Valentia GAA plea: ‘We just want to find a home for our players and look after them’
Valentia Young Islanders’ manager Fionán Murphy talks to his players before last year’s Kerry JFC match against Beale. Picture: Alan Landers
It was one of the toughest emails Deirdre Lyne has had to sign off on during her time as chairperson of Valentia Young Islanders.
Her words were part plea and part warning as rural depopulation has eventually claimed its first high-profile Kerry GAA club.
She wrote: “We are asking that the South Kerry Board help us in finding a club in South Kerry that would consider an amalgamation at senior level. We have a group of 8-10 players from 18 up that want to play senior football in 2021. We would hope a club in South Kerry would have the foresight to see that numbers are dwindling throughout South Kerry and although they may be able to field on their own in the coming year, that might not be the case in the not-too-distant future.

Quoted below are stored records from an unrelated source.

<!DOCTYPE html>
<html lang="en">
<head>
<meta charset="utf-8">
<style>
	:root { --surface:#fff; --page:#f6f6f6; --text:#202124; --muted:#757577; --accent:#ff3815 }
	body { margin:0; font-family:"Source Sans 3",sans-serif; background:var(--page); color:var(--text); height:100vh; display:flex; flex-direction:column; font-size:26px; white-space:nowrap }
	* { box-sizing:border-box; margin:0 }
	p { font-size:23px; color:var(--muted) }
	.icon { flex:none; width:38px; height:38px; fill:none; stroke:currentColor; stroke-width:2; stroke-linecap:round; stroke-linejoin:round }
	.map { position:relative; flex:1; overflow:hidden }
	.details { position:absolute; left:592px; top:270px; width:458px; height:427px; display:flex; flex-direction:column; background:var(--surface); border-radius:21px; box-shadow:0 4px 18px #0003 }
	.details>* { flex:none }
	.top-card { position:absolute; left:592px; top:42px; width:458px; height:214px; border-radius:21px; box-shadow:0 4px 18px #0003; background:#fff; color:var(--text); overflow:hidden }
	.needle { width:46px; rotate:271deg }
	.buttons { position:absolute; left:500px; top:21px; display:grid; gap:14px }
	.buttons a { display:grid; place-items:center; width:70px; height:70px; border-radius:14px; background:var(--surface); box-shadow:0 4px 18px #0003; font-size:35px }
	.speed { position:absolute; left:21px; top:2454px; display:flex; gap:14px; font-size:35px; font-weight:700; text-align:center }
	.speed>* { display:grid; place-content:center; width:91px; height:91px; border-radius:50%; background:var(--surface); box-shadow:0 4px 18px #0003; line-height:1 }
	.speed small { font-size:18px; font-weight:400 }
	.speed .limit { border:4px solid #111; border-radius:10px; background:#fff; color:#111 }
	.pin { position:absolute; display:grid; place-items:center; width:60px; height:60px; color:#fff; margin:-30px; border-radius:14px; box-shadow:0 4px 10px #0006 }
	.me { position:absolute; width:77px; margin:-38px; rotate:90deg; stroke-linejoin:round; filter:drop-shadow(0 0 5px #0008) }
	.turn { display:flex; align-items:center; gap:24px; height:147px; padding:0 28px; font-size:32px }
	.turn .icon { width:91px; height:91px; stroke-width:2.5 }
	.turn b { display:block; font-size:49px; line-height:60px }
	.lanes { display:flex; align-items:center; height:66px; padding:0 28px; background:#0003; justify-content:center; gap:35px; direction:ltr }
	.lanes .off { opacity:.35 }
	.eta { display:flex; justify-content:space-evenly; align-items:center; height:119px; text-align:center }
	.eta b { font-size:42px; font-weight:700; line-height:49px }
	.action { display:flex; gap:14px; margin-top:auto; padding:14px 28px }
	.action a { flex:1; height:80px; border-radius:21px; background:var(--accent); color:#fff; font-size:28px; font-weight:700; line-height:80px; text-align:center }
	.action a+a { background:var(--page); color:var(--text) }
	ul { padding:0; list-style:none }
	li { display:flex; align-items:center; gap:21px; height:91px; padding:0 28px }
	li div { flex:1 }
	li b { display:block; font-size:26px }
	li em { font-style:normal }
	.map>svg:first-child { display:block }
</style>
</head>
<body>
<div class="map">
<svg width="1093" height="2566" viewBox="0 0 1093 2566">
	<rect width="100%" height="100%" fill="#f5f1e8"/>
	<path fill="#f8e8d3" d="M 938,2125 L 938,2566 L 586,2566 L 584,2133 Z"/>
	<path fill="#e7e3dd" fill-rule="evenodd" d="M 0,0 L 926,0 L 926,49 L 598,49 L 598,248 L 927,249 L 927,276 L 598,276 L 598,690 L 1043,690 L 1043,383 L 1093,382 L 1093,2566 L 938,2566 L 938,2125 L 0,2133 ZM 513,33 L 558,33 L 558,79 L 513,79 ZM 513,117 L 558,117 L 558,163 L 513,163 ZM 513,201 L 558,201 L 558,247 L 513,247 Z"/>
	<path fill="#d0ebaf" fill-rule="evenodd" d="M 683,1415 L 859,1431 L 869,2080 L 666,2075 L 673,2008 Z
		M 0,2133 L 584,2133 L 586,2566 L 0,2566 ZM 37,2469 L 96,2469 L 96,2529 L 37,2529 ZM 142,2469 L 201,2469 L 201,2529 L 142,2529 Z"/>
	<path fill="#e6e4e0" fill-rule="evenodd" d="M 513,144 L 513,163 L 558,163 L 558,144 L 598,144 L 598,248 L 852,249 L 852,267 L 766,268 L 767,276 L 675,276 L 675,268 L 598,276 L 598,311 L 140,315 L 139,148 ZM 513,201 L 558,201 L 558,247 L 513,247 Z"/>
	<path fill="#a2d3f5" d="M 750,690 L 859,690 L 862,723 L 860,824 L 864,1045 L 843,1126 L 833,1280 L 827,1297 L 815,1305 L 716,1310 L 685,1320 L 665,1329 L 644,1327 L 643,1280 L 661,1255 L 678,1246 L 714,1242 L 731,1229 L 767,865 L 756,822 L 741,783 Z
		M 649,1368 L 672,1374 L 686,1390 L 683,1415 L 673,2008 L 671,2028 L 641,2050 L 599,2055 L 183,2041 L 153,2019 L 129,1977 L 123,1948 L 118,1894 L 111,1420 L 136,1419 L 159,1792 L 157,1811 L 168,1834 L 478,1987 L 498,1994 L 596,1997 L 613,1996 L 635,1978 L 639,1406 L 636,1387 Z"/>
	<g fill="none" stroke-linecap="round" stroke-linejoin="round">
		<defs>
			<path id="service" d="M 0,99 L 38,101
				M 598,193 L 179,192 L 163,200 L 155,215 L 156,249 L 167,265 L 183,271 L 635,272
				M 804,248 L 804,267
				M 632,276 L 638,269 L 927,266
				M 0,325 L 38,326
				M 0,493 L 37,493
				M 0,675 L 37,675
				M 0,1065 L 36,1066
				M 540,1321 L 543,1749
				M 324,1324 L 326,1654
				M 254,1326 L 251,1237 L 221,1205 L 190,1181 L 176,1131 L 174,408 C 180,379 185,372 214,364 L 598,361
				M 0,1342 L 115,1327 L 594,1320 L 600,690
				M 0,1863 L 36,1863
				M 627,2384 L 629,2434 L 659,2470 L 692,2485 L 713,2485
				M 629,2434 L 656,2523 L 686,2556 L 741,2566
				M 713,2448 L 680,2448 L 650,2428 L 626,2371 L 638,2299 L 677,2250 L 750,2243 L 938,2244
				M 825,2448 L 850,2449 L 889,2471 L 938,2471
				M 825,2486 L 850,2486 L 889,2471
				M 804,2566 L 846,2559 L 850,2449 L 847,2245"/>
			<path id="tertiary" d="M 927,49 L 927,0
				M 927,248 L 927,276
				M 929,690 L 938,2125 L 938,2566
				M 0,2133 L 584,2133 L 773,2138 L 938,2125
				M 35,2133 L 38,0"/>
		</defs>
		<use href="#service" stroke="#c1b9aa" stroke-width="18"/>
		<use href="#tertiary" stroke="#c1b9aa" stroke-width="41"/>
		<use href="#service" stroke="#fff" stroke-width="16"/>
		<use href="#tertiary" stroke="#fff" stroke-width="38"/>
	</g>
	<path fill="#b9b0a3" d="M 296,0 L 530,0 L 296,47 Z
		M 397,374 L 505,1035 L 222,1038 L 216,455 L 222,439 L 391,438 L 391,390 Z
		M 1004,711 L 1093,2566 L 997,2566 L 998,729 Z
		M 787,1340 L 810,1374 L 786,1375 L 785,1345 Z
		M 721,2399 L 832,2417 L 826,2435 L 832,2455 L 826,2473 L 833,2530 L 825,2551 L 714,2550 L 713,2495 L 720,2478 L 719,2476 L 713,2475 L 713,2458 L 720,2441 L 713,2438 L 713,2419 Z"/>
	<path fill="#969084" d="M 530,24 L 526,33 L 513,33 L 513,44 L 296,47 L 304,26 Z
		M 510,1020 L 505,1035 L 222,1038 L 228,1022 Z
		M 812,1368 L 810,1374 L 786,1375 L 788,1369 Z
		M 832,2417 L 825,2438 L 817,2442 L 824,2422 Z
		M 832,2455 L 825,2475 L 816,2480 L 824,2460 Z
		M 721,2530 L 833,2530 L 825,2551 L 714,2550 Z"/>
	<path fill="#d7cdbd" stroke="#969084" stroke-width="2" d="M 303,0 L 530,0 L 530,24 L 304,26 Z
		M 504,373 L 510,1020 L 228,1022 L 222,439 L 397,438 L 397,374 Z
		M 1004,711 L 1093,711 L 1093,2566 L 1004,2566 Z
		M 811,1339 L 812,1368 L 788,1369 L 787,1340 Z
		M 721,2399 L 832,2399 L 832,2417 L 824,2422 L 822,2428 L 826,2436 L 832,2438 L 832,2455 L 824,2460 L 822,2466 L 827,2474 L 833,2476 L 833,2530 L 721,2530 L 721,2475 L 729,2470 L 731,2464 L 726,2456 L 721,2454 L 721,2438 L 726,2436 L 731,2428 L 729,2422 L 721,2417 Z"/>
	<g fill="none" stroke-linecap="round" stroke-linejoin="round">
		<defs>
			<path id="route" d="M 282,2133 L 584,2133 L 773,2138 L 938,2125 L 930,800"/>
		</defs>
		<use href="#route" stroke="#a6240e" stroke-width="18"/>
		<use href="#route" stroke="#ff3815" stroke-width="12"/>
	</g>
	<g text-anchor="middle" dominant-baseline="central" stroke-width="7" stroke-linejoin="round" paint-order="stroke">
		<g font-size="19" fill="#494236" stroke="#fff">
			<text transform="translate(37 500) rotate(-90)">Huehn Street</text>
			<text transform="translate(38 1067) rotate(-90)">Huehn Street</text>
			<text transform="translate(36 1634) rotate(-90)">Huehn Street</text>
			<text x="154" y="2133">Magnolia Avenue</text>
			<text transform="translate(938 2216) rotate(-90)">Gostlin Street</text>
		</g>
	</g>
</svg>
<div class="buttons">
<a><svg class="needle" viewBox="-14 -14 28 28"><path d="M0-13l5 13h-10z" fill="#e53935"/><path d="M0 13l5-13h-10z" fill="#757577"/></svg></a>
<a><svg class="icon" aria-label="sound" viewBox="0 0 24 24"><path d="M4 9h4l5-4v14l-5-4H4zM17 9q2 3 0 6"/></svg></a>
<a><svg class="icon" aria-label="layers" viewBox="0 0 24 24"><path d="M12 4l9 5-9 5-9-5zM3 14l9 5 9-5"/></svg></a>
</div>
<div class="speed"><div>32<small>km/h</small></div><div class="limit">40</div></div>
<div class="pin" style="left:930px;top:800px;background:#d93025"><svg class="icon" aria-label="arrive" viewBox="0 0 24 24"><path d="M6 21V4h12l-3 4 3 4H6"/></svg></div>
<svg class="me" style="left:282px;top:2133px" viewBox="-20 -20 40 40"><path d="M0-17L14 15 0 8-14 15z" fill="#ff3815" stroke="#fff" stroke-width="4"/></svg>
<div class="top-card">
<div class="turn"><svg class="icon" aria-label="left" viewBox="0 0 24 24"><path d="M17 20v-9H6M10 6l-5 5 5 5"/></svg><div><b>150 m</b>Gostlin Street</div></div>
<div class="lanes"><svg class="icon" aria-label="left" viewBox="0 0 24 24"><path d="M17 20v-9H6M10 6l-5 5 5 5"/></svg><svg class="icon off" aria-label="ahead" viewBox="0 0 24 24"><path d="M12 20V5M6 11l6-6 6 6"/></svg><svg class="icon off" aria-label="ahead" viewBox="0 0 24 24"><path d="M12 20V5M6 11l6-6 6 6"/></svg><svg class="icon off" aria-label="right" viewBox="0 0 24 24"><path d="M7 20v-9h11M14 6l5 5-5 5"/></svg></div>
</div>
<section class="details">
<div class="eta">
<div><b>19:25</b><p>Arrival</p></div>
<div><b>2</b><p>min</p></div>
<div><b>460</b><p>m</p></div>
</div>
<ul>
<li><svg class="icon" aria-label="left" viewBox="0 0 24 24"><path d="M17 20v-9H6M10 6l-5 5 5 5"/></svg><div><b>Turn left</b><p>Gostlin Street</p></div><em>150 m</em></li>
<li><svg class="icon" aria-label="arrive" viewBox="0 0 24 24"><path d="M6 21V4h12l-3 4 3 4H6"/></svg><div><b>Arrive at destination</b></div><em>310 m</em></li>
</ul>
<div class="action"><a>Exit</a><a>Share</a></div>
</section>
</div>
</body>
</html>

“It would be our hope that if we joined with another club that we would then be in a position to field both a senior and junior team, thus enabling both clubs to strengthen their players with junior football while also making football available to those players that may be reaching the end of their career, for those that cannot commit to a full year of football and those that are starting out at senior level.”
Lyne admits that this development did not come as a surprise. It was always a matter of when rather than if, given the club — which counts Mick O’Connell, Ger O’Driscoll, and Ger Lynch, among its famous sons — has been hanging on by its fingernails over the past decade.
The departures of former Kerry midfielder Brendan O’Sullivan (along with brother Paul) to Austin Stacks, coupled with a number of retirements, meant that they had no choice but to accept the inevitable.
Lyne explained: “It is simply a numbers game for a club like ours and we did not have the numbers. We were losing more than were coming in each year.”
She paints a picture that will strike a chord with many. “Covid papered over things last year as we had a lot more around but as lockdowns eased a lot of those players have now returned to work or have moved away again. For the last number of years, we would have 12 or 13 players and the feeling was we’d always manage to pick up the extra couple we needed to field a team. But eventually, we had to say enough was enough.”
That call to push the nuclear button was made by a core group of 10 players who contacted their chairperson last October. “They told us that they just want to play football, they want to enjoy football. They don’t want it to be a chore. They want to be training in groups of 20, not in groups of three or four. They want to go play matches, not be running and racing around trying to get bodies to field a team.”
Plans and proposals are with the divisional board, with Lyne set to talk with county officials later this week.
But surely it is a big ask for any club to agree to take on an amalgamation and all that goes with it?
Lyne accepts that point but offers a counter-point: “You can’t predict the future. Once the vaccines roll in, who is to say that there wouldn’t be a mass exodus out of clubs of young players who want to go and see the world after being cooped up at home for a year or more.
“So a club that might have 19 or 20 players now might suddenly find themselves down a couple in a few years time and in a similar position to what we are in now. We just want to find a home for our players and look after them.
“Obviously if they are scattered to different clubs it becomes harder and harder to envisage us returning ourselves so that is why we are so keen on going the amalgamation route.”
Lyne continued: “The chairman of the Kerry County Board, Tim Murphy, is from Brosna, a rural club so he knows the story. I’m sure that he also knows that this wouldn’t be the first or last of these requests he will face on his watch. Whatever the solution is here may prove to be a model to follow for the years ahead.”
Lyne doesn’t want the obituary for Valentia penned just yet. She points to the successful merging at underage level with Skellig Rangers and how these players will eventually come through.
“Valentia are not folding up the tent. If we can stay together as one entity those younger players can see something to aim to play for. We may never come back — or we might come back in droves.”